When you first view a property, you can explore with an open mind and ask yourself: can I see myself living here? When you visit a second time, you’ll want to dig a little deeper.

Questions are one thing, but it’s equally important that you do your own checks when you’re on a viewing. While your survey will ultimately shed light on any defects, from street level you should still get a reasonable idea of the property’s general condition and age.

Roof repairs can be expensive, so keep an eye out for any missing tiles, the alignment of the chimney, and any obvious problems with the guttering. Cracks in the brickwork may suggest a deeper problem.

Once inside, it’s easy to get distracted by the owner’s furniture and interior design choices, but focus on the fundamentals like the floorplan, which isn’t going anywhere, and other immovables like storage and loft space.

Look for cracks on the doorframes, which may indicate a bigger problem, and see if the windows and doors open and close easily. Test the light switches, and if you’re feeling bold, the showerhead, to give you an indication of water pressure. And of course, make sure you’ve had a good look around the neighbourhood, both during the day and at nighttime.

But it’s not all about scratching plaster with your nails and staring suspiciously at the spotlights. You can look for exciting opportunities to add value, from extending the kitchen to knocking down walls and doing a loft conversion.

Our viewing tips for selling a house

What if you’re preparing your home for viewings? Hopefully you’ll have a queue of house hunters knocking at your door, but in any case, here’s how you can boost your chances of an offer:

  • Tidy your living space — Your home will look spacious and inviting once you clean up your clutter and those rogue plates of toast.
  • Make arrangements for pets — Not everyone likes opening the door to a barking dog, so consider leaving your pets with a neighbour or friend, though cats get special permission to stay.
  • Get the temperature right — A viewing isn’t just about what you see, but how you feel. If the weather’s cold, make sure the heating’s up! And likewise, in hot weather, get the fan whirring.
  • Freshen up the place — Air fresheners, open windows and candles are your friend.
  • Remember, first impressions count — For extra kerb appeal, clear the front of your property of any rubbish bags, recycling bins and litter.

Should I host an open day?

Let’s be honest — having to constantly go for coffee round the corner while people view your home can get tiresome. One solution is to arrange an open house, where you allocate a time slot on a particular day for potential buyers to come and go.

On the plus side, you can create a buzz about your property and hopefully, a bit of competition among the buyers who elbow their way through the door.

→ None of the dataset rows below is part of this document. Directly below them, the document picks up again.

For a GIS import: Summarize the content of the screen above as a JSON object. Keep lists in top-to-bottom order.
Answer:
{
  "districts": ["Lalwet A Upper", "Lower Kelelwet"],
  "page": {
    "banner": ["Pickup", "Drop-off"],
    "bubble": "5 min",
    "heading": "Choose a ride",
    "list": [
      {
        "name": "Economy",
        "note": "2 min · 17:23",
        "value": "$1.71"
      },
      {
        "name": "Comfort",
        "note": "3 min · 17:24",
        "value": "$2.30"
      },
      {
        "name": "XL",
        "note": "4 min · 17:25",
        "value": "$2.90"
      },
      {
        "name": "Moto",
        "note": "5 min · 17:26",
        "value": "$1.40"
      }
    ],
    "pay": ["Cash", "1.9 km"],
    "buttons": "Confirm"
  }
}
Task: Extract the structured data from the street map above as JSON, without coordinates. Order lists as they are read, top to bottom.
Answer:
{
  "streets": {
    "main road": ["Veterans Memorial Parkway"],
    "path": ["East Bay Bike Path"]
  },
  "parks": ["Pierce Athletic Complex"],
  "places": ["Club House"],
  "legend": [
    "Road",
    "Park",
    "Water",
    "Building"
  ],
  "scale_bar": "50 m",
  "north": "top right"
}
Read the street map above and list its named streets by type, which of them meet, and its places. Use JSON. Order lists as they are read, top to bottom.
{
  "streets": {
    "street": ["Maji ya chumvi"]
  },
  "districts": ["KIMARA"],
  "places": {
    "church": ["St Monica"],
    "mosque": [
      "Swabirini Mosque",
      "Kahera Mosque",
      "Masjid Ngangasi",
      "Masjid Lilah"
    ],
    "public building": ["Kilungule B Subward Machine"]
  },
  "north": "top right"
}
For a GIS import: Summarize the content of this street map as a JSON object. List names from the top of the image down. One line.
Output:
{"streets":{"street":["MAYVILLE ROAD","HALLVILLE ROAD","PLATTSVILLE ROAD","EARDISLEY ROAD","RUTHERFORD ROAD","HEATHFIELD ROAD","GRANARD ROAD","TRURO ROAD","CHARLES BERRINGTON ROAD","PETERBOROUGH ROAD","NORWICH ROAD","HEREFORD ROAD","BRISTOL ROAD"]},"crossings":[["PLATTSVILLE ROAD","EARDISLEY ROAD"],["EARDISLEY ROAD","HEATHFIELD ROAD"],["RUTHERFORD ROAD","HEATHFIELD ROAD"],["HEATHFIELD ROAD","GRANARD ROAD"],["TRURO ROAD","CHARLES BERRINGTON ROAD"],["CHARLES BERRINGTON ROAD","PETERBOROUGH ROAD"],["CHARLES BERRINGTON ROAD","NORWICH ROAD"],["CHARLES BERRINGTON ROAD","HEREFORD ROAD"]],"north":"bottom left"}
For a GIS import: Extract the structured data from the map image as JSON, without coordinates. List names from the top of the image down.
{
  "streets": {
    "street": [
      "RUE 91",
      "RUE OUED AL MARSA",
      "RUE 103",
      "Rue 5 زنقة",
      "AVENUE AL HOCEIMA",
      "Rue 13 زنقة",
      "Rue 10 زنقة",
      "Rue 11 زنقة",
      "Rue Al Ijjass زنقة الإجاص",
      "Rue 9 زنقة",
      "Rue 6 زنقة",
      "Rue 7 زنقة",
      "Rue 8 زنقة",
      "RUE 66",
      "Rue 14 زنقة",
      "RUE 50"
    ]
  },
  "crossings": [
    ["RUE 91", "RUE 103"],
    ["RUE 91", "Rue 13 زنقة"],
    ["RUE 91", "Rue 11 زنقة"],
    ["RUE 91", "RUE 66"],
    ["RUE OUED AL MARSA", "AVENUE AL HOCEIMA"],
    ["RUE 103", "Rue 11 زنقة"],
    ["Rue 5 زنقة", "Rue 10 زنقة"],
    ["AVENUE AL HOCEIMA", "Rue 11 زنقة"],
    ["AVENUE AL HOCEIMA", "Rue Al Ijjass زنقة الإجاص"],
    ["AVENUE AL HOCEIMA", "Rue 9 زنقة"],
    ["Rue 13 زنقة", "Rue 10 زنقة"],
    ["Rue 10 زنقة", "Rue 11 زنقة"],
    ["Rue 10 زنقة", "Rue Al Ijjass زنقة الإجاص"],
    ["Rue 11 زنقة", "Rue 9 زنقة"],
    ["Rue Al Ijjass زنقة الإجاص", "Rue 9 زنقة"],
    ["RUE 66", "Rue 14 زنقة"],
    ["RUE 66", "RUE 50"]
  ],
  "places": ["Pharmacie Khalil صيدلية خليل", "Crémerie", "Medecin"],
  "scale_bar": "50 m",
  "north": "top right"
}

It also means you can structure your viewings in one manageable block, avoiding the need to constantly clean and tidy the home each time.

On the downside, not every buyer will be available on your chosen day, and some people say that buyers in a pressurised environment make rushed offers, which they may later retract.

What’s the average number of viewings before selling a house?

There is no magic number, as the number of viewings it takes to sell a home depends greatly on market conditions and geography.

Previous data from Rightmove suggested a UK average of something in the region of 18 viewings over a 9 week period before a property is sold, but in reality, you could sell a home to the first person who walks through the door, or the 100th. During times of strong market activity, you may have a revolving door of viewings, and at other times, tumbleweed!

For a comprehensive look at timelines, read our guide on how long it takes to sell a house.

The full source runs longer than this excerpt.